» **ACTION ITEM**
Using the entries that follow, state how many lines contain "weight", with no other words.

» **DATA FOR THIS TASK**

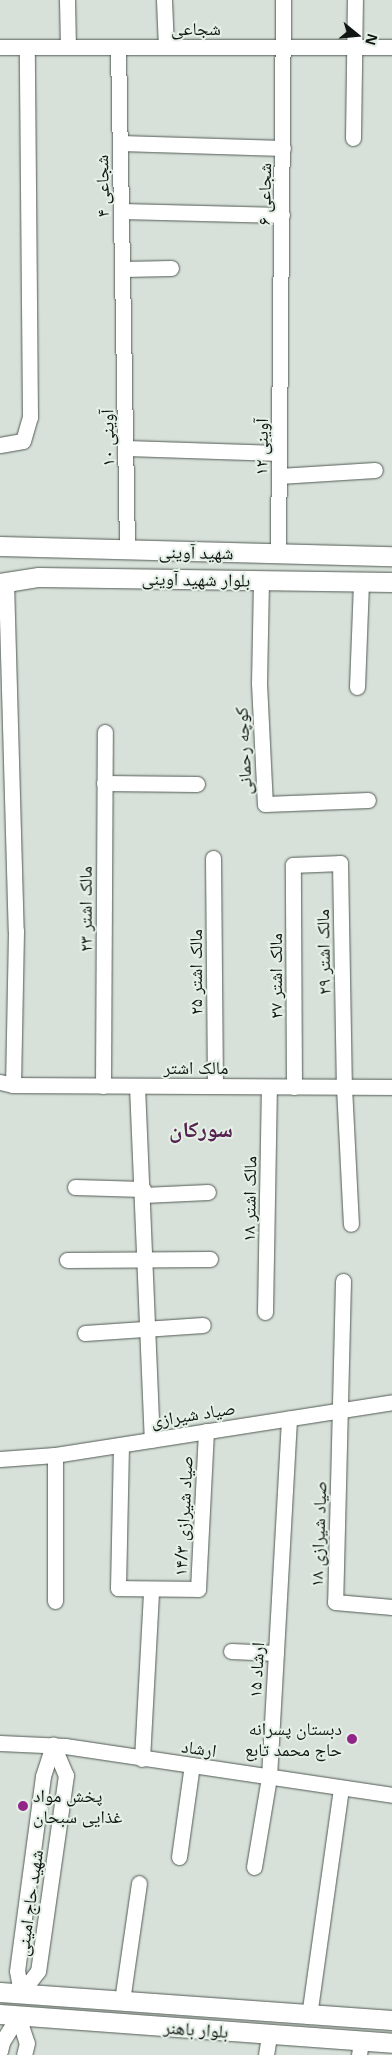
<!DOCTYPE html>
<meta charset="utf-8">
<style>
body{margin:0}
#map{position:relative;width:392px;height:2055px;overflow:hidden;background:#d7e1d9;font-family:"Noto Sans","Noto Naskh Arabic",sans-serif}
div>[style]{position:absolute}
[style*='--x']{left:calc(var(--x)*1px);top:calc(var(--y)*1px);width:calc(var(--w)*1px);rotate:calc(var(--a)*1deg)}
.roads{filter:drop-shadow(0 0 1px #525b54) drop-shadow(0 0 1px #525b54)}
.minor>*{height:15px;margin:-7.5px;padding:0 7.5px;transform-origin:7.5px;border-radius:7.5px;background:#fff}
.major>*{height:19px;margin:-9.5px;padding:0 9.5px;transform-origin:9.5px;border-radius:9.5px;background:#fff}
.dots>*{width:14px;height:14px;translate:-50% -50%;box-sizing:border-box;border:2px solid #e4efe6;border-radius:50%}
span{translate:-50% -50%;white-space:nowrap;text-align:center;line-height:1.15;-webkit-text-stroke:4px #e4efe6;paint-order:stroke}
.street-label{font-size:18px;color:#121613}
.poi-label{font-size:18px;color:#121613}
.right{translate:-100% -50%;text-align:right}
.left{translate:0 -50%;text-align:left}
.district-label{font-size:22px;color:#55214f;font-weight:700}
.north{position:absolute;left:332px;top:10px;width:50px;height:50px;-webkit-text-stroke:4px #e4efe6;paint-order:stroke;rotate:107deg;font-size:14px;font-weight:700;line-height:20px;text-align:center;color:#121613}
.north::after{content:'';display:block;margin:auto;width:18px;height:22px;background:#121613;clip-path:polygon(50% 0,100% 100%,50% 72%,0 100%)}
</style>
<div id="map">
<div class="roads">
<div class="minor">
<div style="--x:67;--y:0;--w:47;--a:88.8"></div>
<div style="--x:164;--y:0;--w:47;--a:87.6"></div>
<div style="--x:0;--y:47;--w:392;--a:0"></div>
<div style="--x:118;--y:47;--w:503;--a:88.97"></div>
<div style="--x:353;--y:138;--w:138;--a:-89.2"></div>
<div style="--x:120;--y:143;--w:163;--a:1.8"></div>
<div style="--x:121;--y:211;--w:161;--a:1.4"></div>
<div style="--x:123;--y:269;--w:48;--a:-1.2"></div>
<div style="--x:0;--y:445;--w:23;--a:-10"></div>
<div style="--x:23;--y:441;--w:25;--a:-74"></div>
<div style="--x:30;--y:417;--w:370;--a:-90.5"></div>
<div style="--x:126;--y:448;--w:153;--a:1.9"></div>
<div style="--x:279;--y:476;--w:96;--a:-3.6"></div>
<div style="--x:278;--y:554;--w:554;--a:-89.48"></div>
<div style="--x:261;--y:580;--w:103;--a:91.1"></div>
<div style="--x:259;--y:683;--w:121;--a:87.2"></div>
<div style="--x:265;--y:804;--w:103;--a:-2.2"></div>
<div style="--x:6;--y:582;--w:349;--a:88.4"></div>
<div style="--x:16;--y:931;--w:154;--a:91.1"></div>
<div style="--x:357;--y:687;--w:105;--a:-87.8"></div>
<div style="--x:104;--y:783;--w:93;--a:0.6"></div>
<div style="--x:213;--y:858;--w:228;--a:89.5"></div>
<div style="--x:0;--y:1082;--w:13;--a:13"></div>
<div style="--x:13;--y:1085;--w:379;--a:0.3"></div>
<div style="--x:103;--y:1086;--w:354;--a:-89.7"></div>
<div style="--x:137;--y:1086;--w:354;--a:87.6"></div>
<div style="--x:294;--y:1087;--w:222;--a:-90.3"></div>
<div style="--x:293;--y:865;--w:47;--a:-2.4"></div>
<div style="--x:340;--y:863;--w:224;--a:89"></div>
<div style="--x:344;--y:1087;--w:137;--a:87.1"></div>
<div style="--x:75;--y:1187;--w:68;--a:1.7"></div>
<div style="--x:143;--y:1195;--w:65;--a:-2.6"></div>
<div style="--x:67;--y:1260;--w:143;--a:-0.4"></div>
<div style="--x:343;--y:1281;--w:321;--a:91.4"></div>
<div style="--x:335;--y:1602;--w:57;--a:5"></div>
<div style="--x:265;--y:1312;--w:225;--a:-89"></div>
<div style="--x:85;--y:1333;--w:118;--a:-3.9"></div>
<div style="--x:121;--y:1445;--w:143;--a:91.2"></div>
<div style="--x:118;--y:1588;--w:80;--a:0.7"></div>
<div style="--x:198;--y:1589;--w:158;--a:-87.1"></div>
<div style="--x:55;--y:1455;--w:146;--a:90"></div>
<div style="--x:0;--y:1459;--w:55;--a:-4.2"></div>
<div style="--x:55;--y:1455;--w:341;--a:-8.9"></div>
<div style="--x:231;--y:1651;--w:45;--a:2.5"></div>
<div style="--x:0;--y:1743;--w:65;--a:2.6"></div>
<div style="--x:65;--y:1746;--w:331;--a:8.5"></div>
<div style="--x:53;--y:1745;--w:33;--a:67"></div>
<div style="--x:66;--y:1775;--w:198;--a:98.1"></div>
<div style="--x:38;--y:1971;--w:28;--a:128"></div>
<div style="--x:21;--y:1993;--w:22;--a:-100"></div>
<div style="--x:17;--y:1971;--w:197;--a:-82.4"></div>
<div style="--x:43;--y:1776;--w:33;--a:-72"></div>
<div style="--x:142;--y:1759;--w:168;--a:-86.9"></div>
<div style="--x:179;--y:1857;--w:93;--a:-82"></div>
<div style="--x:254;--y:1867;--w:91;--a:-80.5"></div>
<div style="--x:269;--y:1777;--w:359;--a:-86.8"></div>
<div style="--x:122;--y:2001;--w:119;--a:-81.8"></div>
<div style="--x:18;--y:2016;--w:28;--a:72"></div>
<div style="--x:27;--y:2043;--w:12;--a:104"></div>
<div style="--x:309;--y:2016;--w:230;--a:-82"></div>
<div style="--x:0;--y:2051;--w:9;--a:-77"></div>
<div style="--x:2;--y:2042;--w:31;--a:-58"></div>
<div style="--x:266;--y:2055;--w:20;--a:-81"></div>
<div style="--x:359;--y:2055;--w:14;--a:-82"></div>
</div>
<div class="major">
<div style="--x:0;--y:546;--w:392;--a:1.5"></div>
<div style="--x:0;--y:583;--w:39;--a:-9"></div>
<div style="--x:39;--y:577;--w:353;--a:0.8"></div>
<div style="--x:0;--y:1992;--w:393;--a:4.1"></div>
<div style="--x:0;--y:2014;--w:393;--a:4.2"></div>
</div>
</div>
<div class="dots">
<div style="left:352px;top:1739px;background:#922688"></div>
<div style="left:23px;top:1806px;background:#922688"></div>
</div>
<div class="street-label">
<span style="left:196px;top:28px">شجاعی</span>
<span style="left:102px;top:186px;rotate:-91deg">شجاعی ۴</span>
<span style="left:264px;top:194px;rotate:-89deg">شجاعی ۶</span>
<span style="left:107px;top:438px;rotate:-91deg">۱۰ آوینی</span>
<span style="left:261px;top:447px;rotate:-89deg">۱۲ آوینی</span>
<span style="left:196px;top:552px;rotate:1deg">شهید آوینی</span>
<span style="left:196px;top:579px;rotate:1deg">بلوار شهید آوینی</span>
<span style="left:243px;top:751px;rotate:-93deg">کوچه رحمانی</span>
<span style="left:85px;top:909px;rotate:-90deg">مالک اشتر ۲۳</span>
<span style="left:323px;top:952px;rotate:-91deg">مالک اشتر ۲۹</span>
<span style="left:195px;top:972px;rotate:-90deg">مالک اشتر ۲۵</span>
<span style="left:275px;top:976px;rotate:-90deg">مالک اشتر ۲۷</span>
<span style="left:196px;top:1067px">مالک اشتر</span>
<span style="left:249px;top:1199px;rotate:-89deg">مالک اشتر ۱۸</span>
<span style="left:193px;top:1414px;rotate:-9deg">صیاد شیرازی</span>
<span style="left:183px;top:1516px;rotate:-87deg">صیاد شیرازی ۱۴/۳</span>
<span style="left:318px;top:1534px;rotate:-88deg">صیاد شیرازی ۱۸</span>
<span style="left:256px;top:1670px;rotate:-87deg">ارشاد ۱۵</span>
<span style="left:199px;top:1748px;rotate:8deg">ارشاد</span>
<span style="left:29px;top:1903px;rotate:-82deg">شهید حاج امینی</span>
<span style="left:196px;top:2029px;rotate:4deg">بلوار باهنر</span>
</div>
<div class="poi-label">
<span class="right" style="left:342px;top:1739px">دبستان پسرانه<br>حاج محمد تابع</span>
<span class="left" style="left:33px;top:1806px">پخش مواد<br>غذایی سبحان</span>
</div>
<div class="district-label">
<span style="left:201px;top:1129px">سورکان</span>
</div>
<div class="north">N</div>
</div>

» **SOLUTION TO THE EXERCISE**
2